Entretanto, o normótico vive de modo inautêntico. Seu jeito de ser e estar no mundo e com os outros é escravizado pelo que reza o grupo que pertence ou por aquilo que a mídia apregoa, permitindo-se ser docilmente norteado pela lógica do consumismo e pela ilusão do fundamentalismo materialista ou espiritualista ofertado.
A pessoa normótica não tem pensamento, opinião e gosto próprio, segue o “rebanho”, faz como todo mundo faz ou ao menos tenta. Quando não consegue ser igualzinha aos outros se frustra e passa a viver ansiosa em suas tentativas de ser apenas mais uma engrenagem ajustada ao mecanismo da sociedade, entregando-se a uma vida pouco reflexiva e nada criativa.
O problema não é procurar seguir num pensamento e conduta reta, mas, sim, em ser sal insípido[5], conforme nos alertava Jesus, deixando de fazer a diferença quando o propósito mais amplo da existência é multiplicar os talentos que somos portadores, superando as emoções que causam do sofrimento, numa conviviabilidade pautada no bem.
A normose é uma normalidade doentia e se diferencia da normalidade saudável porque ela impede o sujeito de ser mais, é um interdito externo assumido internamente, psicologicamente.
Podemos aproximá-la do conceito de auto-obsessão segundo a escritora espírita Suely Schubert[6] onde, no comportamento normótico, o indivíduo é obsessor de si mesmo, impondo-se uma idéia fixa, um comportamento cristalizado, optando por viver num círculo vicioso que é necrófilo em suas conseqüências.
Manifestada de maneira geral ou em suas versões específicas, estudadas por especialistas no tema, a normose provoca a atitude invejosa, a baixa autoestima, a ansiedade e outros tantos transtornos psicológicos.
A principal ferramenta profilática que temos é o conhecimento de si mesmo que leva à lucidez mental e ao refinamento do livre-arbítrio, de tal forma que o sujeito que se conhece pode ter um olhar mais acurado das possibilidades criativas de que é portador.
No campo da crença cabe o cultivo da liberdade de pensar que significa na definição kardeciana “livre exame, liberdade de consciência, fé raciocinada.

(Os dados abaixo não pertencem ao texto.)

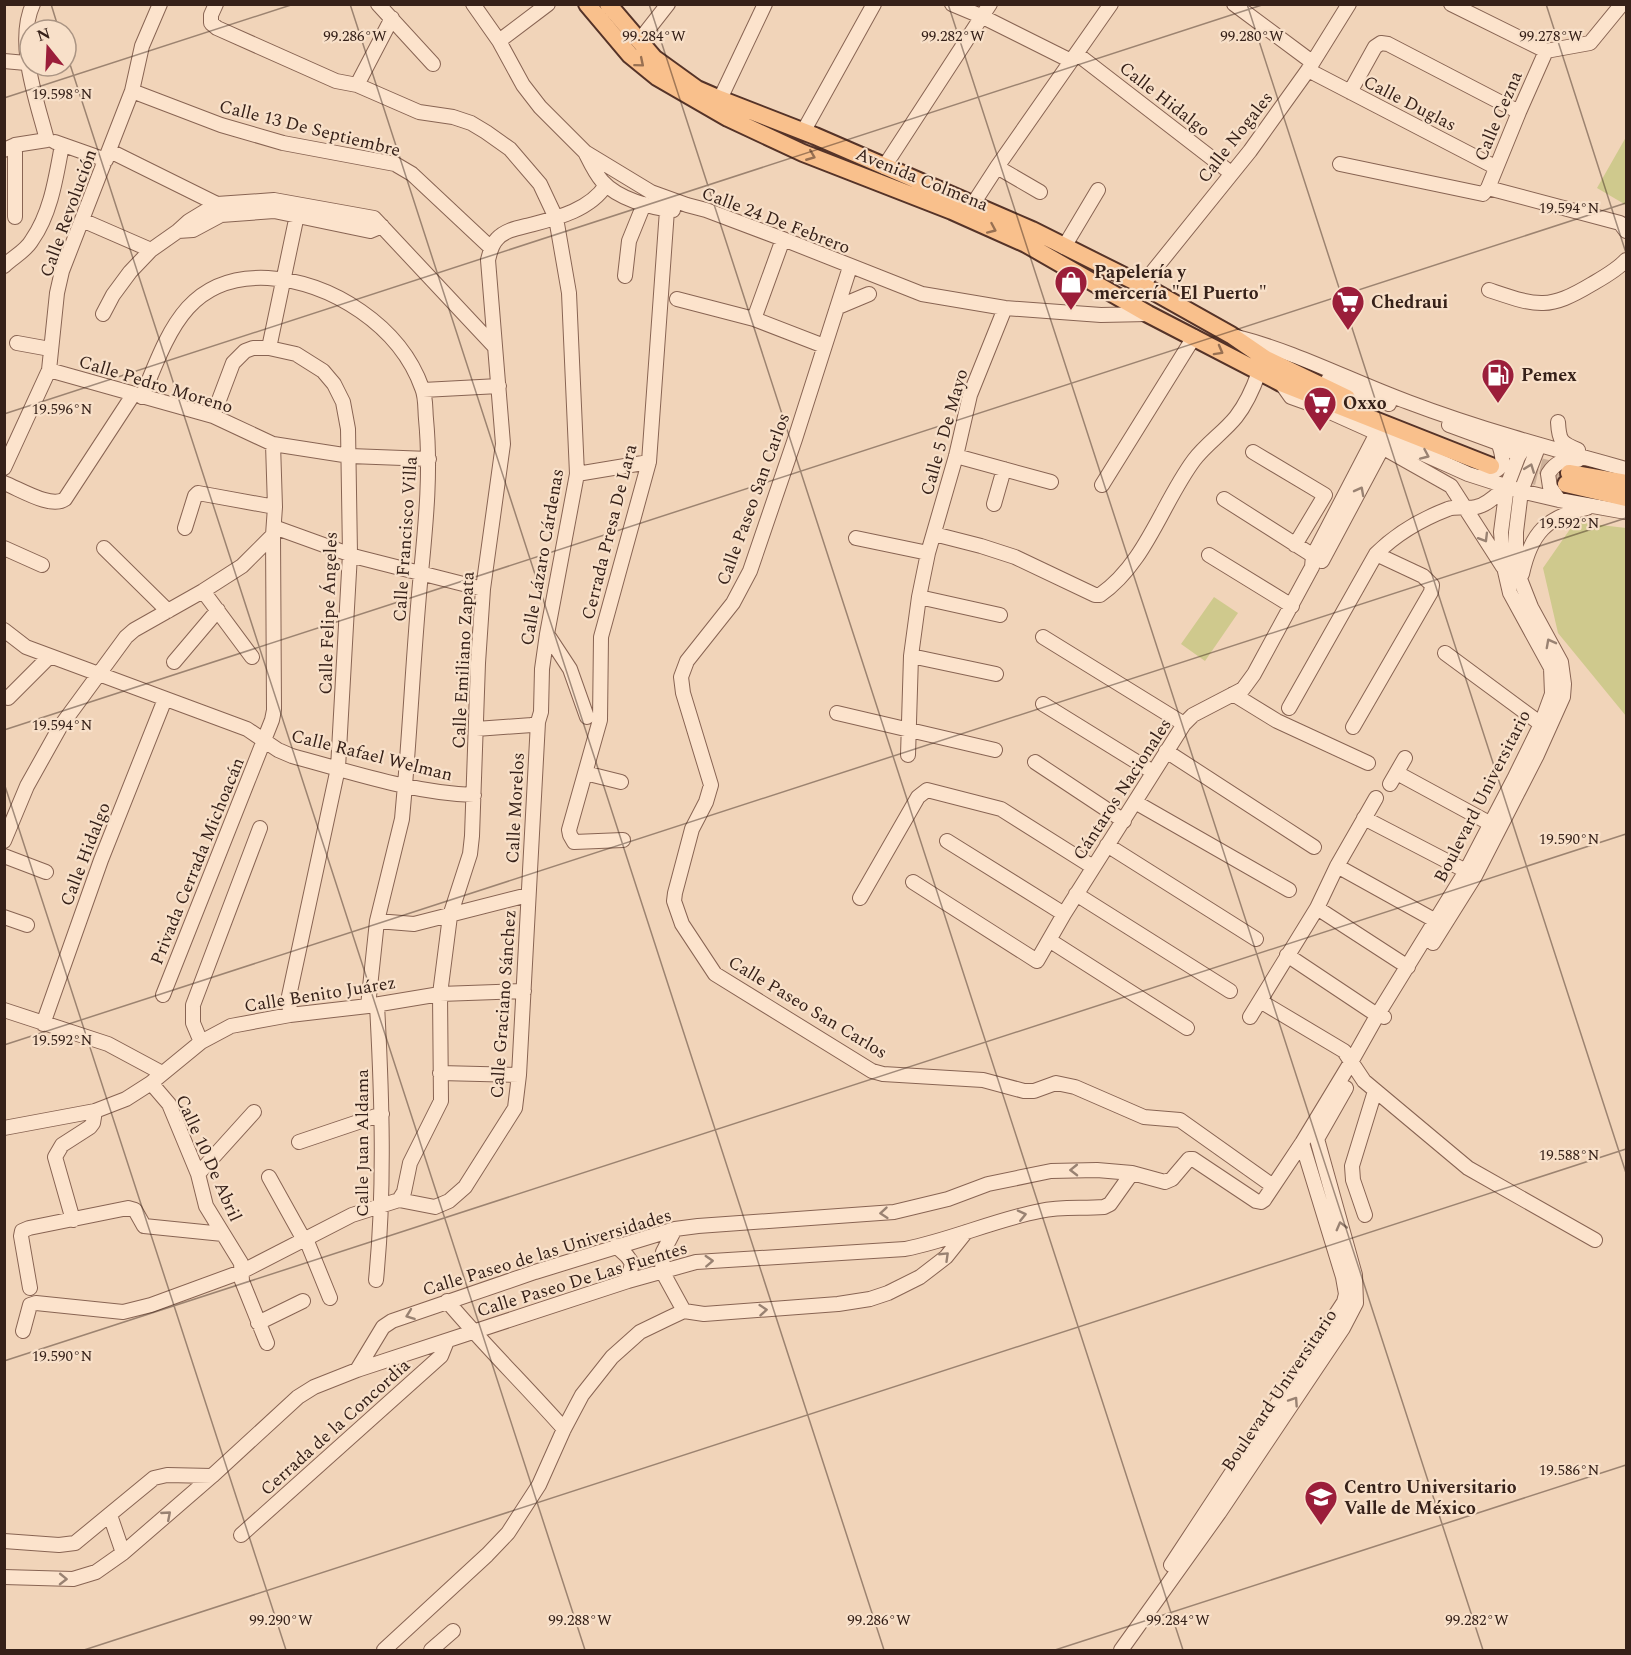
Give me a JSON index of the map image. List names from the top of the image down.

Simboliza a emancipação intelectual, a independência moral, complemento da independência física.”[7] O hábito de pensar livremente edifica a autonomia espiritual do indivíduo.
Nesse sentido, aquele que pensa livremente não se permite escravizar pelo pensamento alheio, pois, assume uma posição crítica, uma atitude filosófica no seu cotidiano e previne-se contra o automatismo nas ações.
Aliás, essa parece ser a questão central de nossa busca espiritual: assumir-se instituindo um significado maior ao que fazemos todos os dias, nas diversas áreas em que produzimos a nossa existência.
Somos seres transcendentes com sede de espiritualidade, não de uma espiritualidade rasa, presa a ritos e dogmas ininteligíveis (normose religiosa), mas de um nível mais profundo de realidade em que, como lembra o filósofo Mário Cortella[8], passamos ver as coisas que fazemos não como um fim em si mesmas, mas, com razões para além do plano imediato.
[2] FRANCO, Divaldo. O despertar do espírito. Pelo Espírito Joanna de Ângelis. Salvador: Leal, 2000, p. 20.
[4] WEIL, Pierre. Normose: a patologia da normalidade. Pierre Weill, Jean-Yves Leloup, Roberto Crema. Campinas, SP: Verus Editora, 2003, p. 22.
[5] Mateus 5:13.
[6] SCHUBERT, Suely Caldas. Obsessão/desobsessão: profilaxia e terapêutica espíritas. 16a ed. Rio de Janeiro: FEB, 2004.
[8] CORTELLA, Mário Sérgio. Qual é a tua obra?: inquietações propositivas sobre gestão, liderança e ética.3.ed. Petrópolis, RJ: Vozes, 2008, p. 13.